▶ **Exercise details**:
The output should contain the listing word for word and no pictures.

▶ **Data shown**:
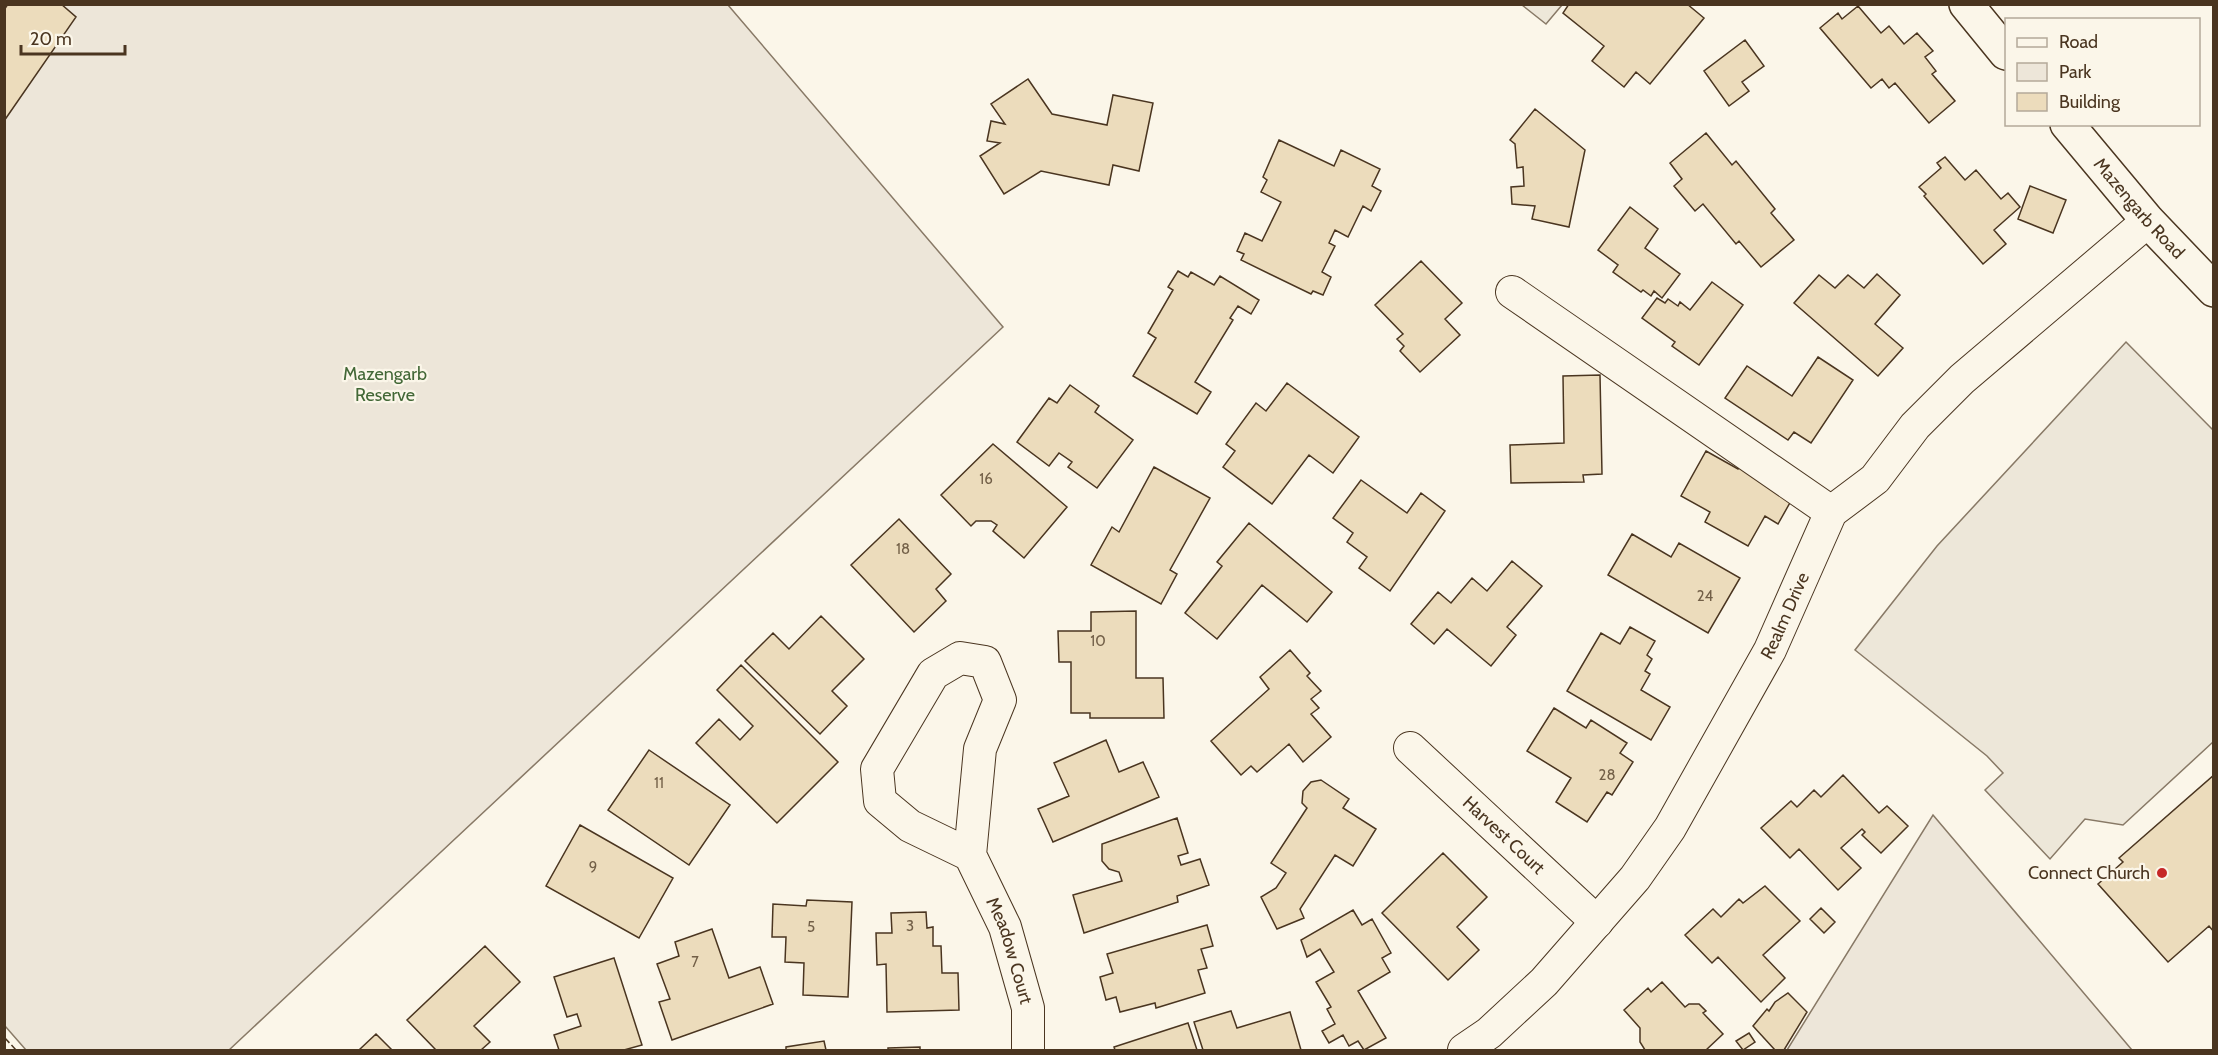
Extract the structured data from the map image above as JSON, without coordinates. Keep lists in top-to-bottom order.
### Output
{
  "streets": {
    "main road": ["Mazengarb Road"],
    "street": ["Realm Drive", "Harvest Court", "Meadow Court"]
  },
  "crossings": [
    ["Mazengarb Road", "Realm Drive"],
    ["Realm Drive", "Harvest Court"]
  ],
  "parks": ["Mazengarb Reserve"],
  "places": ["Connect Church"],
  "house_numbers": [
    "16",
    "18",
    "24",
    "10",
    "28",
    "11",
    "9",
    "3",
    "5",
    "7"
  ],
  "legend": ["Road", "Park", "Building"],
  "scale_bar": "20 m"
}
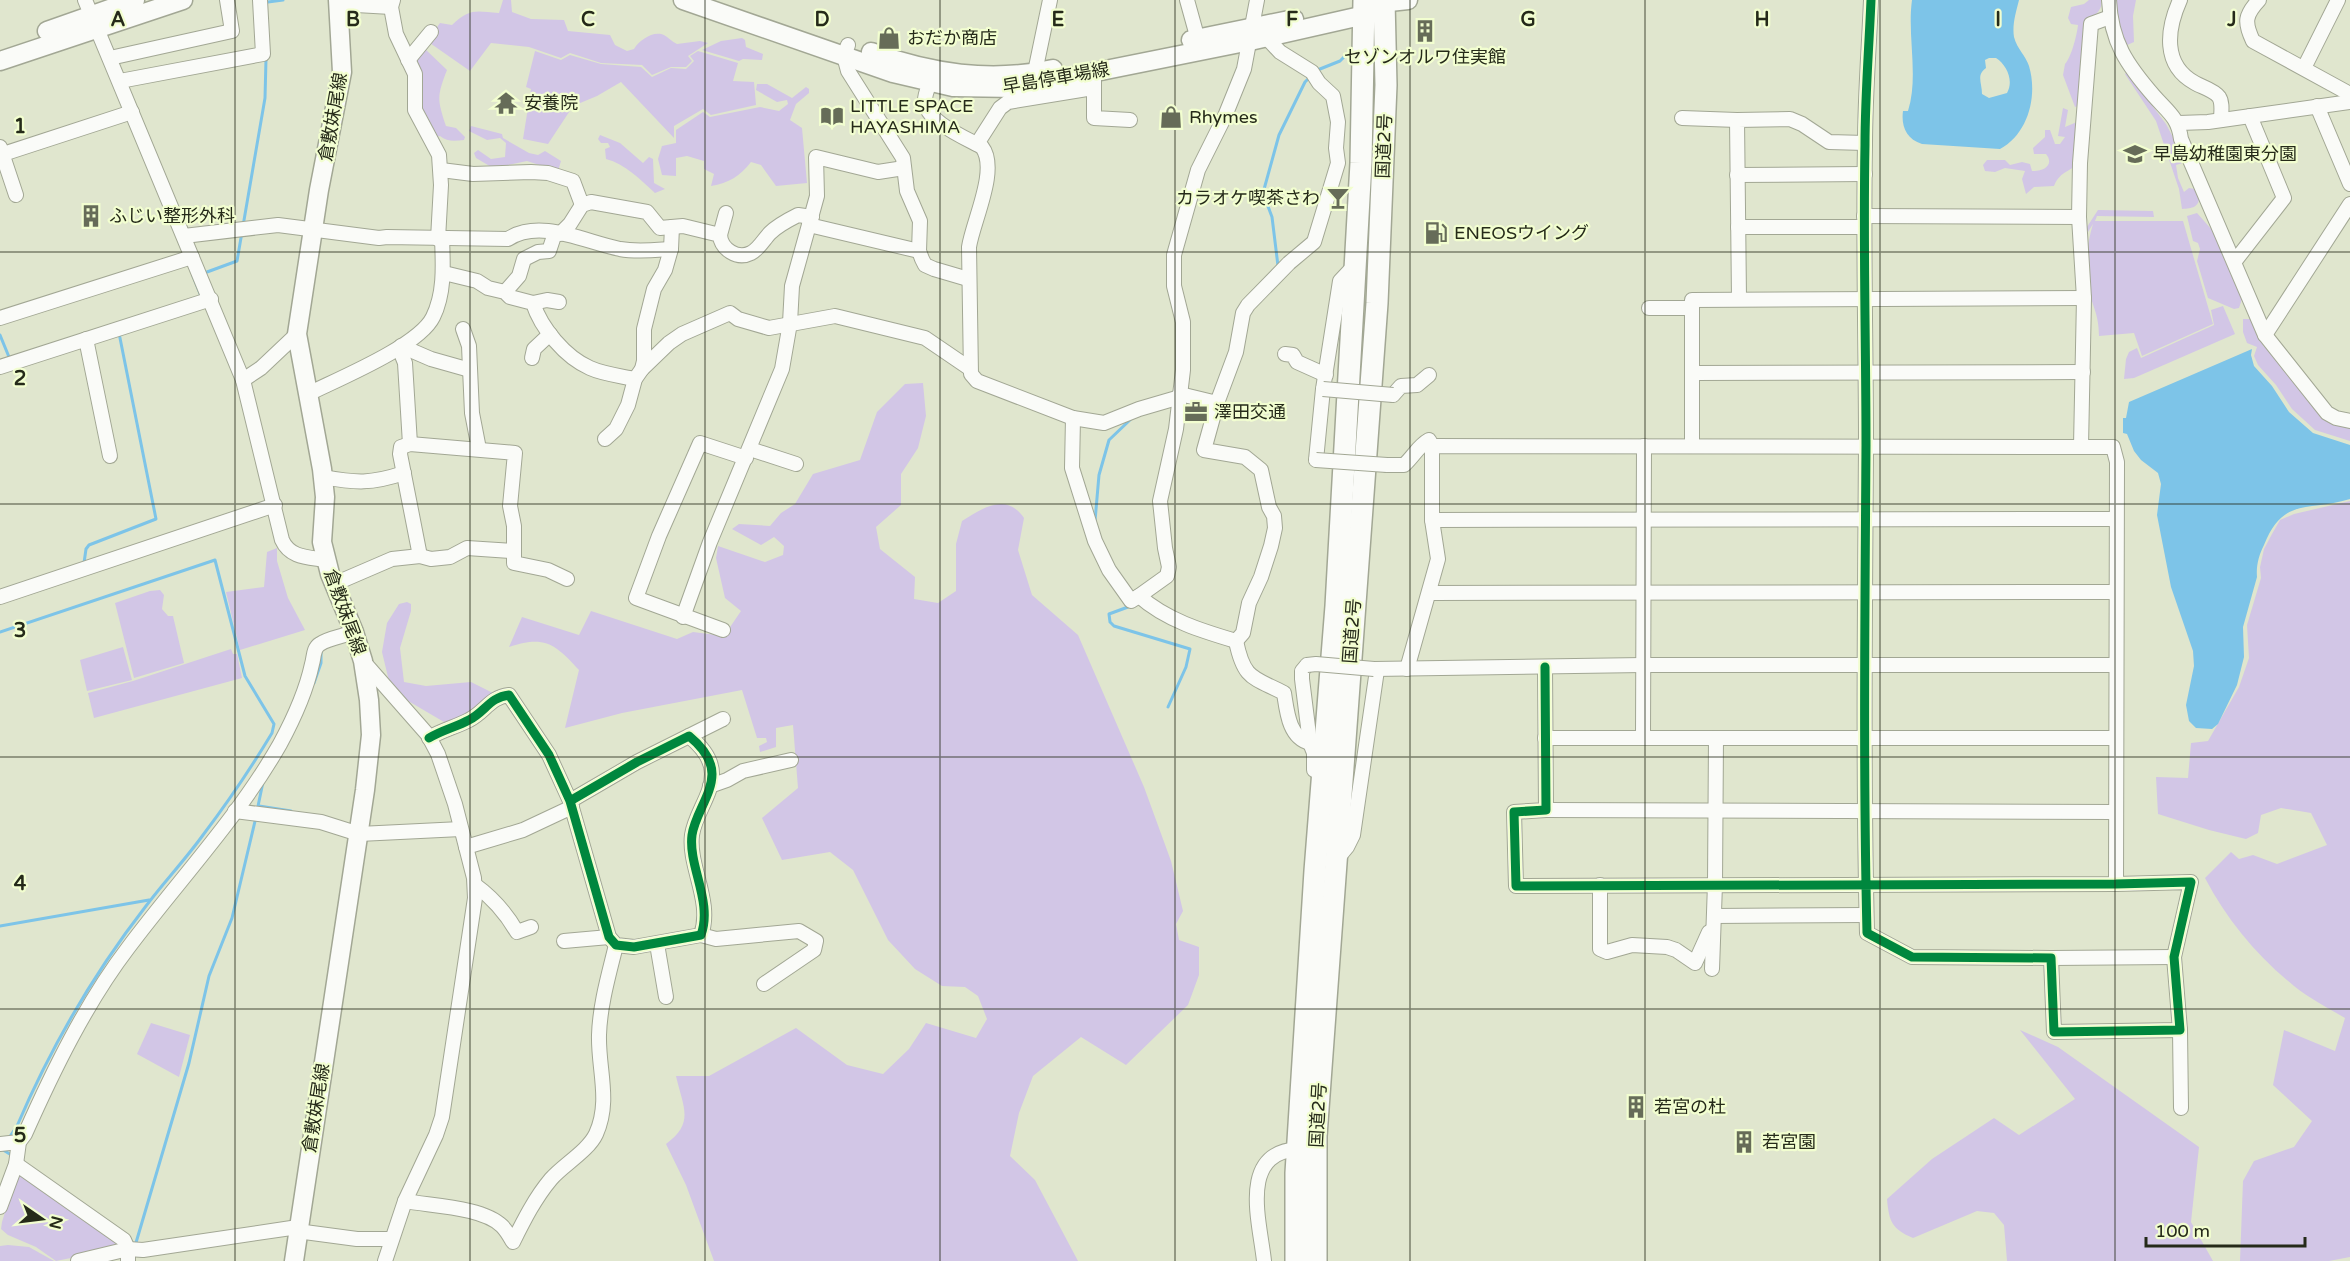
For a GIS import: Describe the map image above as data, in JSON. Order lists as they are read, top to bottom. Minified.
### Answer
{"streets":{"highway":["国道2号"],"main road":["早島停車場線","倉敷妹尾線"]},"crossings":[["早島停車場線","国道2号"]],"places":{"building":["セゾンオルワ住実館","ふじい整形外科","若宮の杜","若宮園"],"shop":["おだか商店","Rhymes"],"temple":["安養院"],"library":["LITTLE SPACE HAYASHIMA"],"school or university":["早島幼稚園東分園"],"bar":["カラオケ喫茶さわ"],"fuel station":["ENEOSウイング"],"office":["澤田交通"]},"scale_bar":"100 m","north":"right","grid":{"columns":["A","B","C","D","E","F","G","H","I","J"],"rows":["1","2","3","4","5"]}}
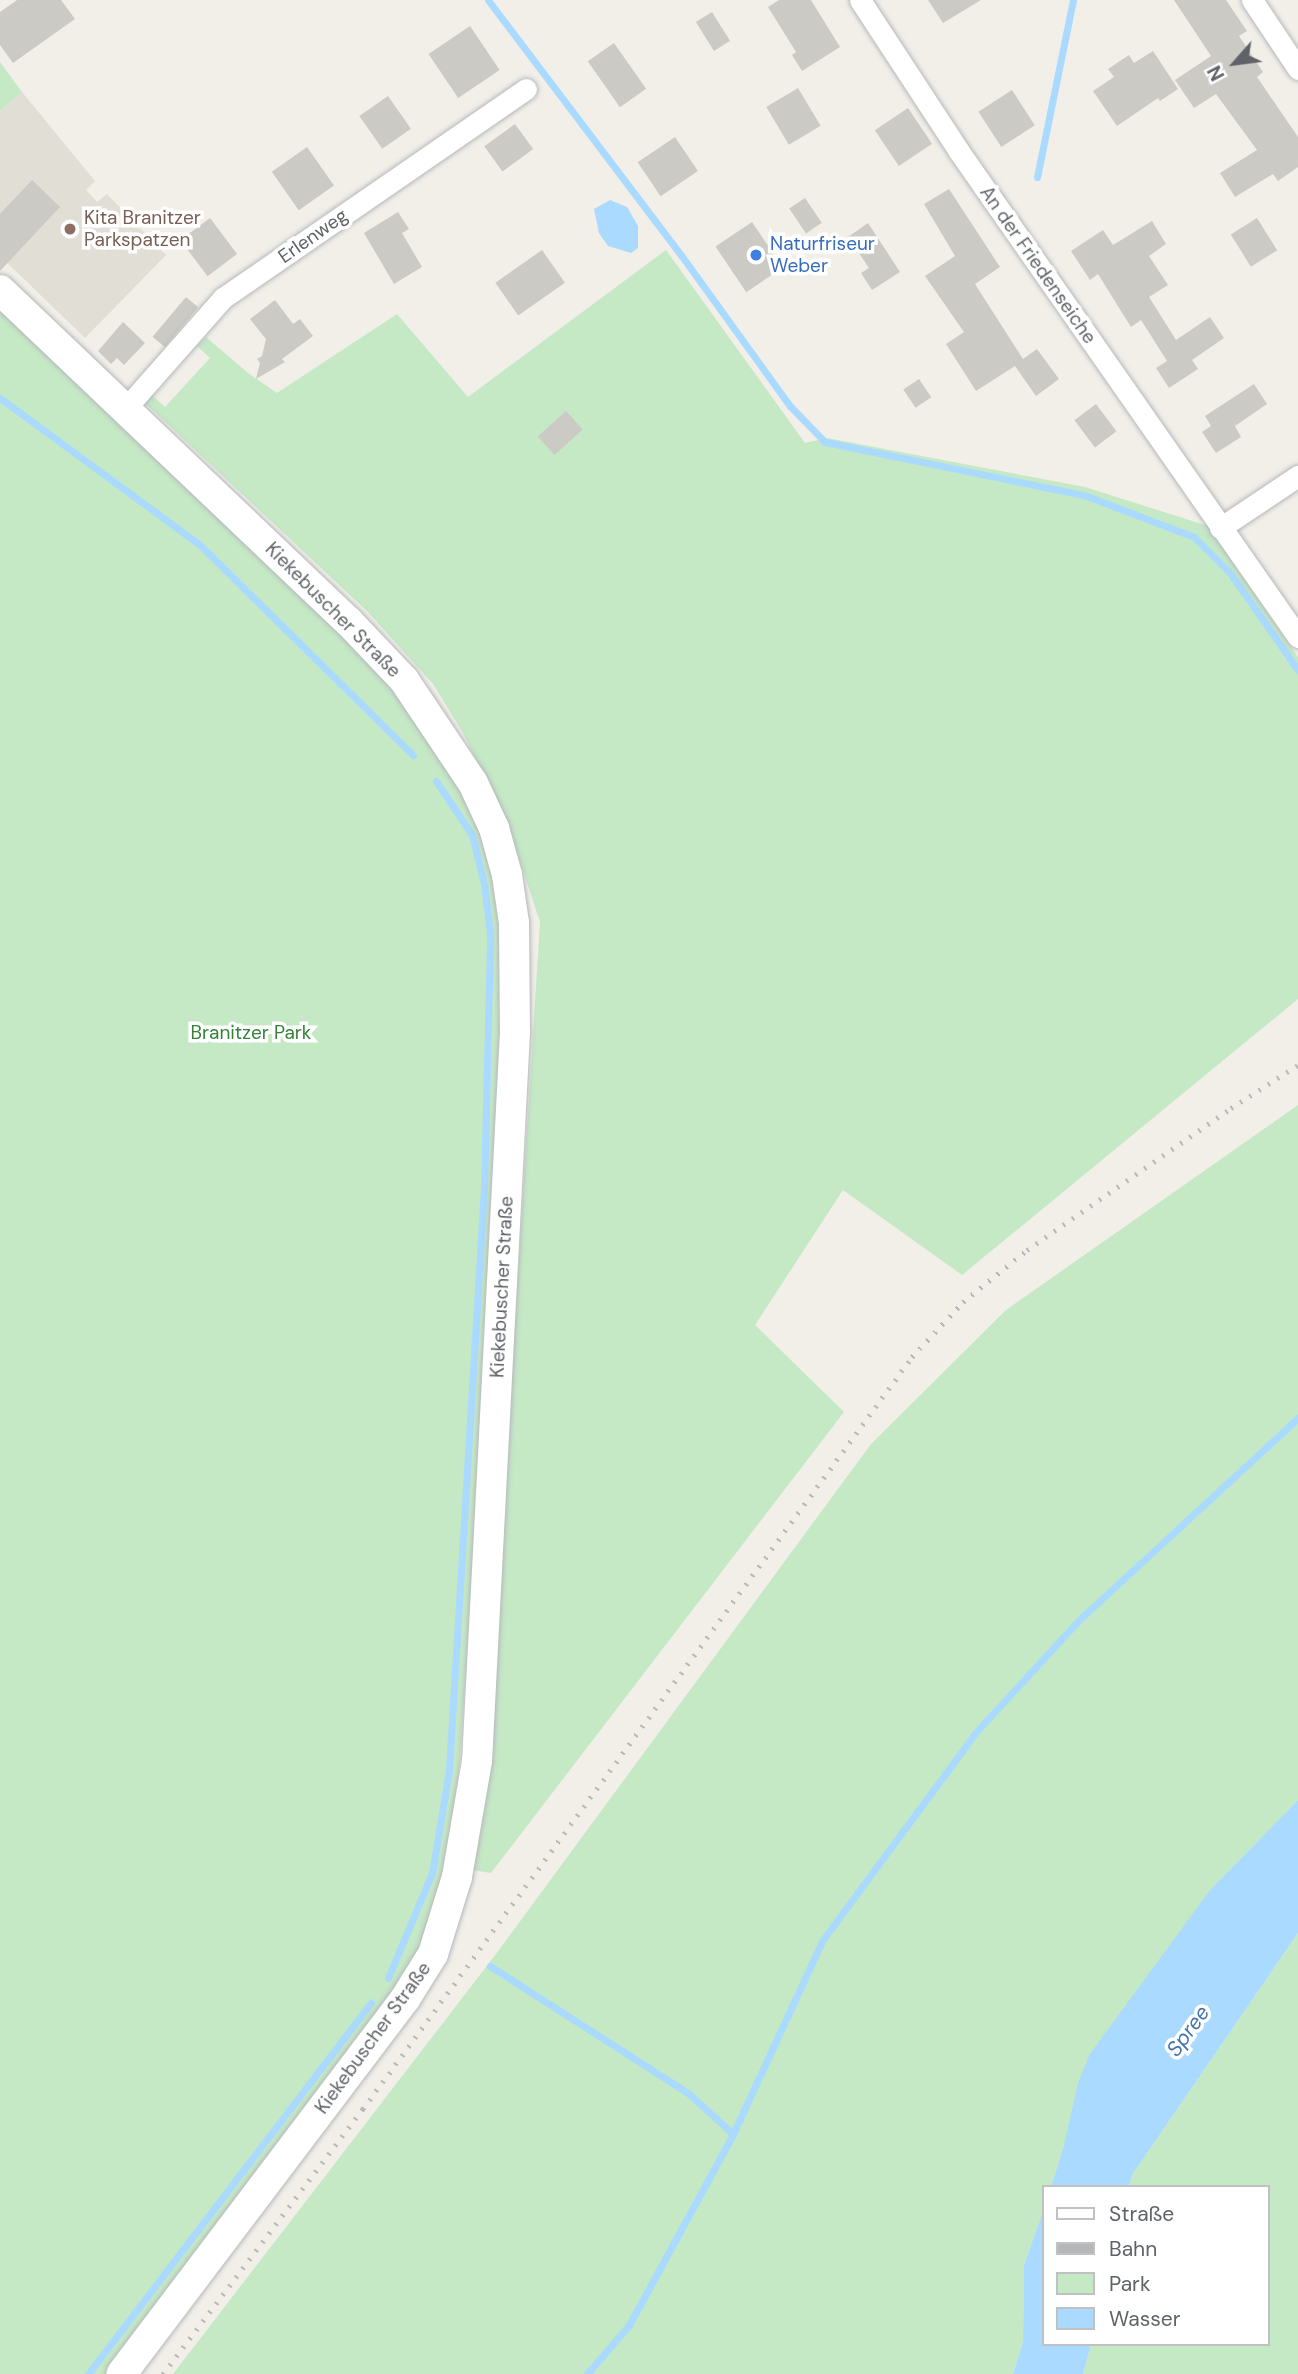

▶ **Exercise output**:
Extract the structured data from the map image above as JSON, without coordinates. Keep lists in top-to-bottom order.
### Output
{
  "streets": {
    "main road": ["Mazengarb Road"],
    "street": ["Realm Drive", "Harvest Court", "Meadow Court"]
  },
  "crossings": [
    ["Mazengarb Road", "Realm Drive"],
    ["Realm Drive", "Harvest Court"]
  ],
  "parks": ["Mazengarb Reserve"],
  "places": ["Connect Church"],
  "house_numbers": [
    "16",
    "18",
    "24",
    "10",
    "28",
    "11",
    "9",
    "3",
    "5",
    "7"
  ],
  "legend": ["Road", "Park", "Building"],
  "scale_bar": "20 m"
}
For a GIS import: Describe the map image above as data, in JSON. Order lists as they are read, top to bottom. Minified.
### Answer
{"streets":{"highway":["国道2号"],"main road":["早島停車場線","倉敷妹尾線"]},"crossings":[["早島停車場線","国道2号"]],"places":{"building":["セゾンオルワ住実館","ふじい整形外科","若宮の杜","若宮園"],"shop":["おだか商店","Rhymes"],"temple":["安養院"],"library":["LITTLE SPACE HAYASHIMA"],"school or university":["早島幼稚園東分園"],"bar":["カラオケ喫茶さわ"],"fuel station":["ENEOSウイング"],"office":["澤田交通"]},"scale_bar":"100 m","north":"right","grid":{"columns":["A","B","C","D","E","F","G","H","I","J"],"rows":["1","2","3","4","5"]}}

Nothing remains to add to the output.